2) Download the project from GitHub

  1. Open “Windows PowerShell”.
  2. Choose a folder (like Documents) where you want the project to live.
  3. Run:
git clone <YOUR_GITHUB_REPO_URL>

Replace <YOUR_GITHUB_REPO_URL> with your repository URL.

  1. Go into the project folder (in PowerShell):
ls
# Find your cloned folder name, then:
# cd .\pattern_feature_matching_engine\

Note: In these instructions, we’ll refer to this folder as your “project folder”.


3) Create and activate a Python virtual environment

  1. Create a virtual environment named venv_dino:
python -m venv venv_dino
  1. Activate it:
.\venv_dino\Scripts\activate

You should now see (venv_dino) at the start of your PowerShell prompt.

To deactivate later:

deactivate

4) Install dependencies (with CUDA if you have an NVIDIA GPU)

Stay inside your activated virtual environment (venv_dino).

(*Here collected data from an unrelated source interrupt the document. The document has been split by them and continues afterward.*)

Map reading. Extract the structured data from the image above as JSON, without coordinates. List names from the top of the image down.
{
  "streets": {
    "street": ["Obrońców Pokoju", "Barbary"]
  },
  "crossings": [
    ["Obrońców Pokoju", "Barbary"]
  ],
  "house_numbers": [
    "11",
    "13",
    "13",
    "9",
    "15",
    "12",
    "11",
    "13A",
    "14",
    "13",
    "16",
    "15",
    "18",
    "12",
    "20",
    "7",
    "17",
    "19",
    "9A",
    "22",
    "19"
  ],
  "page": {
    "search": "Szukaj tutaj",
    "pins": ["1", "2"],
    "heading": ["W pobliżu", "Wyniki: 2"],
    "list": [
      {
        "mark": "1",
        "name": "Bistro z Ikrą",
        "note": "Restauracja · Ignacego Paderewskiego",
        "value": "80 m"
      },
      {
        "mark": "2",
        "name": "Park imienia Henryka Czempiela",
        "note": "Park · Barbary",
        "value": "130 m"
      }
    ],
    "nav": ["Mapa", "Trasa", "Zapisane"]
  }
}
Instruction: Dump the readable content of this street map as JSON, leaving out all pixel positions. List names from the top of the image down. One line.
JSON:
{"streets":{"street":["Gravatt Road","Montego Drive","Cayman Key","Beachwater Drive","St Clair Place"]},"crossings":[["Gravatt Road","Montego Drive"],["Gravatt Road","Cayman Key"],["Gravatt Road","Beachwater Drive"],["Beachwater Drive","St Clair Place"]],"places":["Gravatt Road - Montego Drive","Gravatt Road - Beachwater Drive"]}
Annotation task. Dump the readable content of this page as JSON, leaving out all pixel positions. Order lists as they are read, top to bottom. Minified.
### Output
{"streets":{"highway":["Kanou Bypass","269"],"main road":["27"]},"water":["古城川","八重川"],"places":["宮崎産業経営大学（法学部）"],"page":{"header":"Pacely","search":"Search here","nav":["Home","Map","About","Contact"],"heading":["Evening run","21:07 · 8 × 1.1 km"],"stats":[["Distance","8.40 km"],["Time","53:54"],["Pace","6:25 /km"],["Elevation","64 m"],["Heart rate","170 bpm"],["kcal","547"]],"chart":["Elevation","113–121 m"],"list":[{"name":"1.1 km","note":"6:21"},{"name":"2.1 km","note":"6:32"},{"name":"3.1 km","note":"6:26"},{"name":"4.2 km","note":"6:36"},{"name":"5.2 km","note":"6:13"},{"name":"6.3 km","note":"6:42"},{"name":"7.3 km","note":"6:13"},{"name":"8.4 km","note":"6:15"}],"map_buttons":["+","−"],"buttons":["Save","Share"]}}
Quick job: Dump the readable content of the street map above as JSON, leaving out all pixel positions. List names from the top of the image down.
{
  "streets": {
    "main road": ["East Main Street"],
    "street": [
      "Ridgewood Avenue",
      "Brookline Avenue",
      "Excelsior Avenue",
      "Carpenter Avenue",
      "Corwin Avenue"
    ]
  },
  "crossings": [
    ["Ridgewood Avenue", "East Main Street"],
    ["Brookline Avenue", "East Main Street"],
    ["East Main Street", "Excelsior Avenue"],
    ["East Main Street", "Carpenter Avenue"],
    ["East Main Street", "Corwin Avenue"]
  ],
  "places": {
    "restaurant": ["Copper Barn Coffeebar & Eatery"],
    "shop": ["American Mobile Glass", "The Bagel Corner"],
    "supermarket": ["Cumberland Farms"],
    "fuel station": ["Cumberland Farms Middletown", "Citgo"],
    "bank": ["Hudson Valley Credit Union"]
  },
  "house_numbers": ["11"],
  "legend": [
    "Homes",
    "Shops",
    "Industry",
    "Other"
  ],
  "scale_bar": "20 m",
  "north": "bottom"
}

  • If you have an NVIDIA GPU (recommended for 15,000 images):

    • Install PyTorch with CUDA 12.1:
    pip install --upgrade pip
    pip install torch torchvision torchaudio --index-url https://download.pytorch.org/whl/cu121
    • Verify CUDA is detected:
    python -c "import torch; print('CUDA available:', torch.cuda.is_available())"

    Should print CUDA available: True. If False, see Troubleshooting at the end.

  • Install the rest of the project packages:

pip install -r requirement.txt

Note: The file is named requirement.txt (not requirements.txt).


5) Prepare your folders and models

  • Create these folders if they don’t exist yet:
    • catalogue101/ – put all your catalogue images here (JPG or PNG). For 15,000 images, consider organizing them in subfolders if you like (the code can scan subfolders).
    • index/ – empty to start. This will be filled by feature_extract.py.
    • uploads101/ – the app will create this automatically on first upload, but you can create it manually too.
    • models/ – make sure your YOLO model file is present:
      • models/deepfashion2_yolov8s-seg.pt
      • If you don’t have it, place the correct YOLO weight file there.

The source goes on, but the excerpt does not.